* **Goal of the exercise**:
Retype the listing without any alteration.

* **Data below**:
═══

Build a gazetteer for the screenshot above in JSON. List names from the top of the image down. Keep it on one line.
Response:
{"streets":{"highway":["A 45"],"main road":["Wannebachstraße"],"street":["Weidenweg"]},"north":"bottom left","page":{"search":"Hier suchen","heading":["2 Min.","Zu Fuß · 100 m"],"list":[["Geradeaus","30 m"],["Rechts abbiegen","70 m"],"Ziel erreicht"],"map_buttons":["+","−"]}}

═══

* **Result of this task**:
Build a gazetteer for the screenshot above in JSON. List names from the top of the image down. Keep it on one line.
Response:
{"streets":{"highway":["A 45"],"main road":["Wannebachstraße"],"street":["Weidenweg"]},"north":"bottom left","page":{"search":"Hier suchen","heading":["2 Min.","Zu Fuß · 100 m"],"list":[["Geradeaus","30 m"],["Rechts abbiegen","70 m"],"Ziel erreicht"],"map_buttons":["+","−"]}}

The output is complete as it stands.